Dear Daniel–What was that? “Somethin’ about Alabama foolishness?”


Daniel, nearly three, and Josh, one-and-a-half, exuberant about their new shirts.


Josh, still for once.

I wonder whatever happened to those chairs?


David doesn’t look all that happy about the shirt his son’s wearing.
It’s hard living in a house divided.

Debby can barely restrain her son, probably because she’s preoccupied by wondering, like me,
Why does the plastic stay on the lamp shade?

Note to family: You were all home for birthdays–Terri’s, and Daddy’s sixtieth.

14 thoughts on “When Aunt Becky was allowed to dress them”

  1. It seems to me that growing up, my mom always left the plastic on the lamp shades, too. Didn’t they have elastic around the bottom and top for easy removal to clean and easy replacement after?

    1. For easy removal, yes, since decorators say the FIRST thing you do when you buy a lamp is remove the plastic. However, I think our parents, especially those who lived through the Depression, meant for things they spent money on to last decades. Keeping the plastic protected the shades from dust (and smoke, because even if no one in the house smoked, guests did, and no one expected them to go outside to do it).

      Therefore, though my mother never had plastic on her furniture and rugs like a lot of houses I went into, the plastic stayed on the lamps.

    1. I knew lots of grannies who would never have bought plastic wrap, storage bags, or containers.
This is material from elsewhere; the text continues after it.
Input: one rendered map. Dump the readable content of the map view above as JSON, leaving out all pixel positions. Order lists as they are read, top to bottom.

They washed out their bread bags and used them again and again for storage, and kept any kind of margarine, sour cream, and other plastic containers for reuse.
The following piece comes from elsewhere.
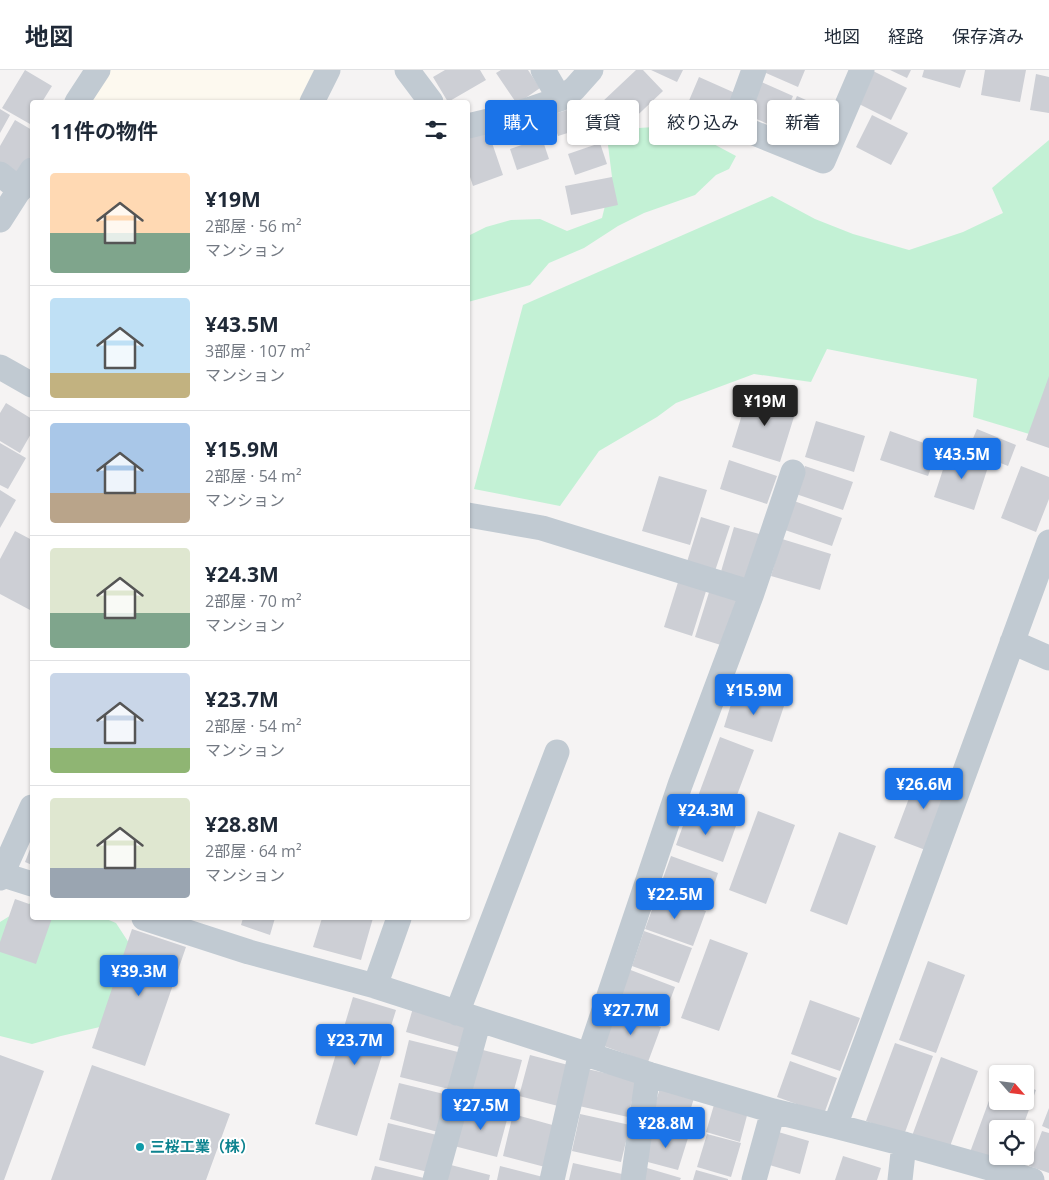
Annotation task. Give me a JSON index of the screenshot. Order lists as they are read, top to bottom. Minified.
{"places":["三桜工業（株）"],"north":"bottom right","page":{"header":"地図","nav":["地図","経路","保存済み"],"chip":["購入","賃貸","絞り込み","新着"],"heading":"11件の物件","list":[{"name":"¥19M","note":"2部屋 · 56 m² · マンション"},{"name":"¥43.5M","note":"3部屋 · 107 m² · マンション"},{"name":"¥15.9M","note":"2部屋 · 54 m² · マンション"},{"name":"¥24.3M","note":"2部屋 · 70 m² · マンション"},{"name":"¥23.7M","note":"2部屋 · 54 m² · マンション"},{"name":"¥28.8M","note":"2部屋 · 64 m² · マンション"}],"price":["¥19M","¥43.5M","¥15.9M","¥26.6M","¥24.3M","¥22.5M","¥39.3M","¥27.7M","¥23.7M","¥27.5M","¥28.8M"]}}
      We still keep most of our plastic containers to portion out raw food and freeze it for all the dogs. Tim’s ice cream containers are exactly the size Rex needs for a meal. I feel a little better about plastic now because we can recycle everything but styrofoam in our neighborhood.

      1. I’d totally forgotten the bread-wrapper thing.
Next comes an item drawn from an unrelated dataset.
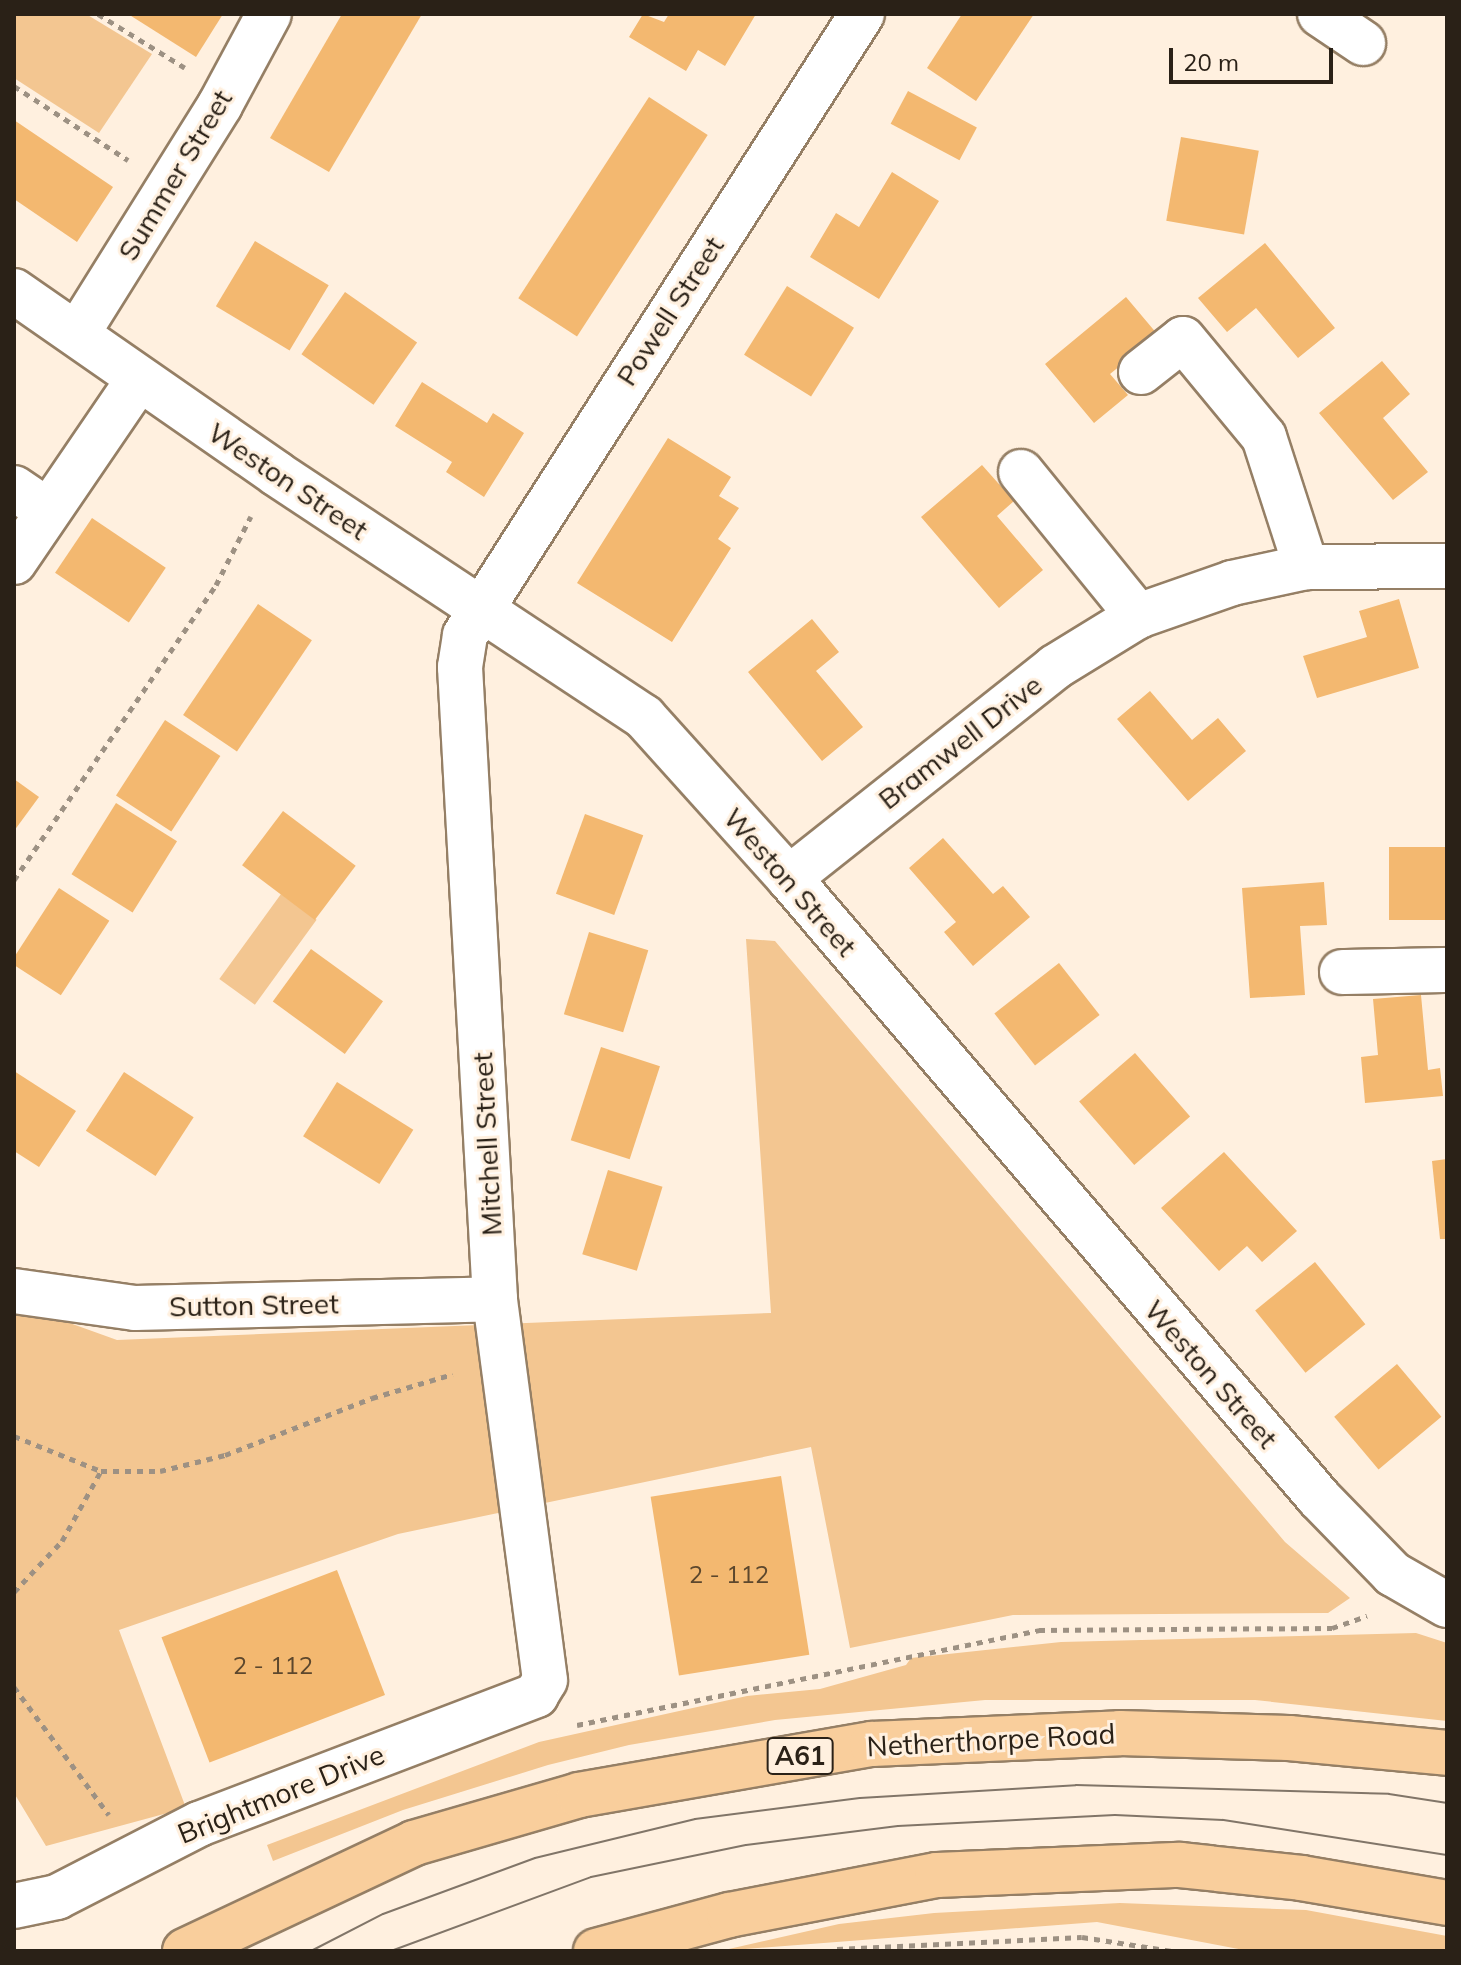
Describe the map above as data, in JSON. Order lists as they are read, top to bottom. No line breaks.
{"streets":{"highway":["Netherthorpe Road","A61"],"street":["Summer Street","Powell Street","Weston Street","Bramwell Drive","Mitchell Street","Sutton Street","Brightmore Drive"]},"crossings":[["Summer Street","Weston Street"],["Powell Street","Weston Street"],["Powell Street","Mitchell Street"],["Weston Street","Bramwell Drive"],["Weston Street","Mitchell Street"],["Mitchell Street","Sutton Street"],["Mitchell Street","Brightmore Drive"]],"house_numbers":["2 - 112","2 - 112"],"scale_bar":"20 m"}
        I also keep all my margarine containers. Fortunately, sandwich meat now comes in Glad containers you can keep and reuse forever. I have like thirty of them now.

      2. plastic bread wrappers

        They are also good for wrapping your dogs leg in when it has a broken limb. Just ask Larry and Wayne who found this one of the funniest things they had ever experienced in their young lives. :>) debby

        1. Re: plastic bread wrappers

          HA HA HAAAA. I will never forget that weekend. Remember Debbie hollering in her sleep, “One more time!”

          And Gina got sick, y’all had to leave early, and Mother took pity on me and my freezer of uneaten food and sent some money–probably twenty dollars, which seemed like two hundred at the time.

          Poverty is vastly over-rated. But there’ll always be a place for bread wrappers.